§ **WHAT IS REQUIRED**: An exact restatement of the entire listing is needed, excluding all images.

-- DATA EXTRACTS follows --

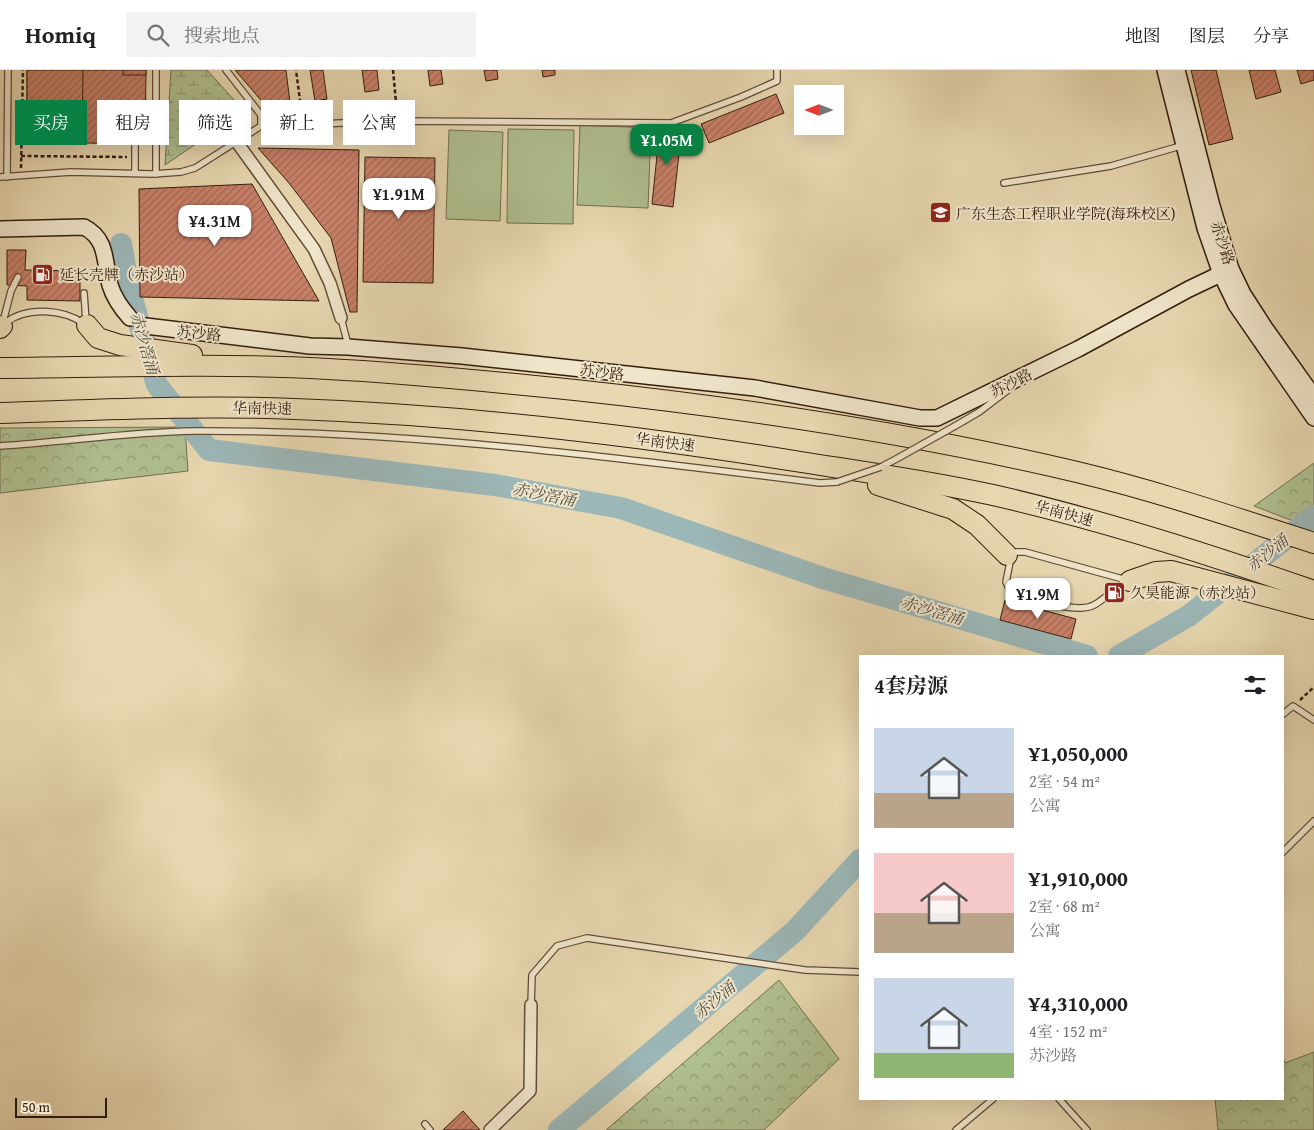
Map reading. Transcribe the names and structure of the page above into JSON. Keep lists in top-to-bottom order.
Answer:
{
  "streets": {
    "highway": ["华南快速"],
    "street": ["赤沙路", "苏沙路"]
  },
  "crossings": [
    ["赤沙路", "苏沙路"]
  ],
  "water": ["赤沙滘涌", "赤沙涌"],
  "places": {
    "school or university": ["广东生态工程职业学院(海珠校区)"],
    "fuel station": ["延长壳牌（赤沙站）", "久昊能源（赤沙站）"]
  },
  "scale_bar": "50 m",
  "north": "left",
  "page": {
    "header": "Homiq",
    "search": "搜索地点",
    "nav": ["地图", "图层", "分享"],
    "chip": [
      "买房",
      "租房",
      "筛选",
      "新上",
      "公寓"
    ],
    "price": [
      "¥1.05M",
      "¥1.91M",
      "¥4.31M",
      "¥1.9M"
    ],
    "heading": "4套房源",
    "list": [
      {
        "name": "¥1,050,000",
        "note": "2室 · 54 m² · 公寓"
      },
      {
        "name": "¥1,910,000",
        "note": "2室 · 68 m² · 公寓"
      },
      {
        "name": "¥4,310,000",
        "note": "4室 · 152 m² · 苏沙路"
      }
    ],
    "scale": "50 m"
  }
}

-- DATA EXTRACTS concluded --

§ **FINAL ANSWER**:
Map reading. Transcribe the names and structure of the page above into JSON. Keep lists in top-to-bottom order.
Answer:
{
  "streets": {
    "highway": ["华南快速"],
    "street": ["赤沙路", "苏沙路"]
  },
  "crossings": [
    ["赤沙路", "苏沙路"]
  ],
  "water": ["赤沙滘涌", "赤沙涌"],
  "places": {
    "school or university": ["广东生态工程职业学院(海珠校区)"],
    "fuel station": ["延长壳牌（赤沙站）", "久昊能源（赤沙站）"]
  },
  "scale_bar": "50 m",
  "north": "left",
  "page": {
    "header": "Homiq",
    "search": "搜索地点",
    "nav": ["地图", "图层", "分享"],
    "chip": [
      "买房",
      "租房",
      "筛选",
      "新上",
      "公寓"
    ],
    "price": [
      "¥1.05M",
      "¥1.91M",
      "¥4.31M",
      "¥1.9M"
    ],
    "heading": "4套房源",
    "list": [
      {
        "name": "¥1,050,000",
        "note": "2室 · 54 m² · 公寓"
      },
      {
        "name": "¥1,910,000",
        "note": "2室 · 68 m² · 公寓"
      },
      {
        "name": "¥4,310,000",
        "note": "4室 · 152 m² · 苏沙路"
      }
    ],
    "scale": "50 m"
  }
}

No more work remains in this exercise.